MADRID, 14 (OTR/PRESS)

A ver cómo se lo explico a mi madre, que tiene 98 años y tres cuartos, que es dueña de unas poquitas acciones que son su seguro de vida, que lee el periódico todos los días, que escucha con atención los telediarios y que no consigue aclararse con lo que pasa, por qué pasa, quién mueve los hilos, dónde vamos a parar y si los que mandan lo están haciendo bien, si la receta es más Europa o salirse del euro, si volveremos a la peseta o tendremos que acabar en el trueque. Mi madre tiene las mismas inquietudes que usted y que yo, que un finlandés y un griego, que un sabio y un estúpido, que un académico y un periodista, que Rajoy y Barroso o que Angela Merkel.
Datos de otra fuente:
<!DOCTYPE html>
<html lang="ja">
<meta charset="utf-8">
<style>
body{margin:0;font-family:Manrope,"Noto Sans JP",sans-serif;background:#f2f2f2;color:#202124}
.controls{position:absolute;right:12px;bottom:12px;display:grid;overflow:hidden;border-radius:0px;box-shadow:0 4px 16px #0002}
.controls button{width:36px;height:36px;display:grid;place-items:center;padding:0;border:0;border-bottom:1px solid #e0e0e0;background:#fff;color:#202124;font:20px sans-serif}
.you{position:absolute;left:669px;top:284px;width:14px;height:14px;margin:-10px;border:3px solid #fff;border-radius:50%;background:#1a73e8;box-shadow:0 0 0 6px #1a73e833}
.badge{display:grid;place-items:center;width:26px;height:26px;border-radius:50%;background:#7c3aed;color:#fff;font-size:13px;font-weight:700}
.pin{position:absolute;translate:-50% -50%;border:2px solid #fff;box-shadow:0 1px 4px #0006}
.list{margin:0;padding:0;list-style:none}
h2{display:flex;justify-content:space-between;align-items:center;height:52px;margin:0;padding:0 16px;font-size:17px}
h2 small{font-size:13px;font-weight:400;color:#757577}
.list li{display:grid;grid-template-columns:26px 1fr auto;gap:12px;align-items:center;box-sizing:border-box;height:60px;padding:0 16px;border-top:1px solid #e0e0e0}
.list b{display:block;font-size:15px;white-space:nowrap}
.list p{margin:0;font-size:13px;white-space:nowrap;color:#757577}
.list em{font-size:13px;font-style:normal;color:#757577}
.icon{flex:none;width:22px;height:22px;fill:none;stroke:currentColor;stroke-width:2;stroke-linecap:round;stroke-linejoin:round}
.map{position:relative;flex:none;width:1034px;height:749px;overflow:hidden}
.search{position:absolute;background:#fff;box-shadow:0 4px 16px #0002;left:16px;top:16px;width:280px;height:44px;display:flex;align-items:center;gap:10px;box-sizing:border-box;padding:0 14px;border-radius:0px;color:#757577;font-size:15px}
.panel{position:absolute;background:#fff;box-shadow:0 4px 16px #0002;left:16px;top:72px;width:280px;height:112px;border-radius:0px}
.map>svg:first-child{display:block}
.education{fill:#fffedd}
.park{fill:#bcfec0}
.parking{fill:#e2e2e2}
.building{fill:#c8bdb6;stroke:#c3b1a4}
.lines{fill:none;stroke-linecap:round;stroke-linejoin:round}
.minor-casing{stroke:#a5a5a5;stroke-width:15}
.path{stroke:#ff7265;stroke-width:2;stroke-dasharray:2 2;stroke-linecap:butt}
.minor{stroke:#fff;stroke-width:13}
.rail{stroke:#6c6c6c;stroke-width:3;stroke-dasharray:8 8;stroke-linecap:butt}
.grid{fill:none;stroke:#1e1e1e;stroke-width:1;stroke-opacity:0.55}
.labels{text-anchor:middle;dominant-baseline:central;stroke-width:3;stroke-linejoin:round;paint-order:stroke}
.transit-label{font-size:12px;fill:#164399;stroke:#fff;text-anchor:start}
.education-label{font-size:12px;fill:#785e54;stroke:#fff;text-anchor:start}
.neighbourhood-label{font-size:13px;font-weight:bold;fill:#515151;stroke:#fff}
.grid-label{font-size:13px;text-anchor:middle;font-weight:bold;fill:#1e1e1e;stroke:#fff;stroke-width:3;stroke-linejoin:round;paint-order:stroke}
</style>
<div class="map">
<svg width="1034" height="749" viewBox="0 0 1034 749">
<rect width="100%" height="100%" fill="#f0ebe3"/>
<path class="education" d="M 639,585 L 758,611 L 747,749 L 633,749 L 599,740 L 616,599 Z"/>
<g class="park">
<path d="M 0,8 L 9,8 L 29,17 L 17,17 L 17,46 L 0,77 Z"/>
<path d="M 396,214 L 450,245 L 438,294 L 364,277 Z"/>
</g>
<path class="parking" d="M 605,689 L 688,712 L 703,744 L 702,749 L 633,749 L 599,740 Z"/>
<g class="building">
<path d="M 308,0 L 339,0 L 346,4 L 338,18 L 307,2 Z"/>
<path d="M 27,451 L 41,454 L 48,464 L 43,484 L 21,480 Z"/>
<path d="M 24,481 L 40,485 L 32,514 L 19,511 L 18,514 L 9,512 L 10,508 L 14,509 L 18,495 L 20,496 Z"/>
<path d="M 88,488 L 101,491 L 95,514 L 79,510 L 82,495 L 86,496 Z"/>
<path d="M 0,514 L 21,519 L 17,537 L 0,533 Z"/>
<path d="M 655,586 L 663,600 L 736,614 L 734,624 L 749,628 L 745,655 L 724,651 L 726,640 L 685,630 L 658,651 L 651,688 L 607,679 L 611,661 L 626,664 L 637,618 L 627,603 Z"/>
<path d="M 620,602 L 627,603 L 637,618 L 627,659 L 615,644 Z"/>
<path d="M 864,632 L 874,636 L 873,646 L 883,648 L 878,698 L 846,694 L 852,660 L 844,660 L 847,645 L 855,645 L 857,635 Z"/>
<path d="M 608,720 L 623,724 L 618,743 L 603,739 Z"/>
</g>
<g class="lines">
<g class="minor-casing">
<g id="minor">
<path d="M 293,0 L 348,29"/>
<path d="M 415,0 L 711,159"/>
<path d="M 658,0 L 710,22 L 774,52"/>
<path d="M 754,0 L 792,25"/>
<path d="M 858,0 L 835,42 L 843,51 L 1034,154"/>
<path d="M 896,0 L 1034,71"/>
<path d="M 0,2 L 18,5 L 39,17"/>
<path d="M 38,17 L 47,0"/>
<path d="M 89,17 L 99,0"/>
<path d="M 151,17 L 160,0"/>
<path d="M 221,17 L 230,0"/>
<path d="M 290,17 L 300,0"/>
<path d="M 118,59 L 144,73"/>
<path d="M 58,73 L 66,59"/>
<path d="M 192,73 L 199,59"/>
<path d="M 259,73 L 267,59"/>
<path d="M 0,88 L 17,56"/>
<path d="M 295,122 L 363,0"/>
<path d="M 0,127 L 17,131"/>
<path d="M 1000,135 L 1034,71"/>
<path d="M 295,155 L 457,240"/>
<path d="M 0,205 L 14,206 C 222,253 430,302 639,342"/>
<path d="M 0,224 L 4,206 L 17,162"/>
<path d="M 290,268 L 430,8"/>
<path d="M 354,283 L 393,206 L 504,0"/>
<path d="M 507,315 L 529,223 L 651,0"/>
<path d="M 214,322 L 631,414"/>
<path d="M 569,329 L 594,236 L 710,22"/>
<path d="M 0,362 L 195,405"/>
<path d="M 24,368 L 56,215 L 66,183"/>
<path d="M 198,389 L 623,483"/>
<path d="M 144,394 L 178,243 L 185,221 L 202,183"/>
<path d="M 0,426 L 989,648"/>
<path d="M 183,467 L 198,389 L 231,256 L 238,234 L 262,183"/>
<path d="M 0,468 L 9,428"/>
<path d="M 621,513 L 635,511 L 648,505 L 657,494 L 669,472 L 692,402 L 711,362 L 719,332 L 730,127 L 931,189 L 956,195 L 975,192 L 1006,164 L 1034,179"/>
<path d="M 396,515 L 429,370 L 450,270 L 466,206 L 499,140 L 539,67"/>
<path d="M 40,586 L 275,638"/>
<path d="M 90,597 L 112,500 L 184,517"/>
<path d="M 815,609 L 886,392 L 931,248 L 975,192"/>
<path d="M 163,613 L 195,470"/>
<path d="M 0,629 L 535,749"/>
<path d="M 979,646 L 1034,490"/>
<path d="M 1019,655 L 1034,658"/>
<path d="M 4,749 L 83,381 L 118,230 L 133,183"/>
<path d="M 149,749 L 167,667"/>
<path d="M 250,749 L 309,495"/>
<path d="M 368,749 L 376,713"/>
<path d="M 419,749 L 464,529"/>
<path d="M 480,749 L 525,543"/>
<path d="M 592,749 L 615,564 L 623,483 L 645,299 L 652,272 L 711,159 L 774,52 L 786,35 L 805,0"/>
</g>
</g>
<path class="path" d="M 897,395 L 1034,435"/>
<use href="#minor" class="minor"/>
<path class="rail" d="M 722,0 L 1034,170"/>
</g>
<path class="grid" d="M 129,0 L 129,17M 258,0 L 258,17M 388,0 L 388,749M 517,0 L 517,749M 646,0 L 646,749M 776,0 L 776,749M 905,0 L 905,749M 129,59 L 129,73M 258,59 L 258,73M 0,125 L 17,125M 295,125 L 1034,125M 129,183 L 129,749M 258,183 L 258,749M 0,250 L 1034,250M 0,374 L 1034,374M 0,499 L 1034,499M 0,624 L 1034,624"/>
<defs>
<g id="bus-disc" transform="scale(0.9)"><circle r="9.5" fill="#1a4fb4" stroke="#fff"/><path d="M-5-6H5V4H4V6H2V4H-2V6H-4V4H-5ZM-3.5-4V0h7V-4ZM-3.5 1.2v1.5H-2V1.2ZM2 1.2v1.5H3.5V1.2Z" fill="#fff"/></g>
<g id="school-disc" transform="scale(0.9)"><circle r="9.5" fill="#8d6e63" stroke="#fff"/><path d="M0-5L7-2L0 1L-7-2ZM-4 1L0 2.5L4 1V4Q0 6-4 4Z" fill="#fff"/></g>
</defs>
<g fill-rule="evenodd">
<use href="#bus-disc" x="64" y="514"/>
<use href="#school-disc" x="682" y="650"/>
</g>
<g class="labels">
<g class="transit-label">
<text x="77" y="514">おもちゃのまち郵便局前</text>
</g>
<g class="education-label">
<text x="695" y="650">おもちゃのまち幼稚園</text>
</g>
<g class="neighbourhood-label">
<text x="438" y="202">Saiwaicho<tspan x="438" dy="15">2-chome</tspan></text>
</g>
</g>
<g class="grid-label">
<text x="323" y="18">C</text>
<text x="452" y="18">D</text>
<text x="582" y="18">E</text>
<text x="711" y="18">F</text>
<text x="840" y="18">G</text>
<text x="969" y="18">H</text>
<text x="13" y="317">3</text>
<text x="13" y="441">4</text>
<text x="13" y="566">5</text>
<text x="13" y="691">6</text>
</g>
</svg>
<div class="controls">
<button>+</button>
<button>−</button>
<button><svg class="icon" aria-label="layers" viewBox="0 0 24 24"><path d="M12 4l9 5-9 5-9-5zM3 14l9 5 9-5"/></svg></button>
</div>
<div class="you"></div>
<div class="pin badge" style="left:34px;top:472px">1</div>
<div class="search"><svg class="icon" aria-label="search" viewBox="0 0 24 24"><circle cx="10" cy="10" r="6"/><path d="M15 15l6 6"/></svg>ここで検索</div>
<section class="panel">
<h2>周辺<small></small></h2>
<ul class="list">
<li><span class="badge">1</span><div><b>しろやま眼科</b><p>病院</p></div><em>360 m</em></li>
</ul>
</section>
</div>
Y no digo que yo que mi madre sepa más que todos ellos, pero tiene la experiencia que otros no pueden demostrar: con un sueldo familiar justito -sólo uno-, sacó adelante a sus dos hijos, nos dio carrera universitaria, compró una casa y hasta ahorró. Nunca gastó más de lo que tenía, fue previsora, vivió al nivel que sus ingresos le permitían, hizo virguerías con lo que tenía y vivió siempre con una austeridad castellana, no se si ya perdida también en la vorágine. Ha sido una administradora responsable. ¿Pueden decir lo mismo los políticos que administran Europa, España, nuestras autonomías, los ayuntamientos, los bancos y las cajas que están al borde de la quiebra, los responsables de las televisiones públicas y de tantas instituciones y entidades que nos están pasando la factura de sus dispendios a todos los españoles? Y todos éstos, ¿dónde aprendieron?

Pero no es fácil explicarle a mi madre, entiéndanlo, no ya la prima de riesgo, sino que alguien anuncie la insolvencia de Bankia un lunes para que los mercados se la coman y que hoy necesite 4.000 millones y mañana 23.000. Que Barroso, el presidente de la Comisión Europea, diga que Berlín ignora la urgencia de la crisis del euro. Que Almunia se encargue un día sí y otro también de decir que España lo tiene crudo y que hay que liquidar una o todas las cajas en dificultades, aunque para salvarlas nos hayan dado 100.000 millones de euros. Que Rajoy diga que el «no rescate» de la banca no computará como déficit ni como deuda y que Bruselas diga lo contrario. Que resulta que quien tiene en sus manos la mayor parte de la deuda pública española es la banca española y que entre esas entidades están las cajas que necesitan miles de millones de euros para sobrevivir.

Demasiado para mi madre, demasiado para todos. Mi madre creía que estudiar una carrera universitaria favorecía un pensamiento solvente y riguroso. ¿Pero dónde estudiaron Economía todos estos?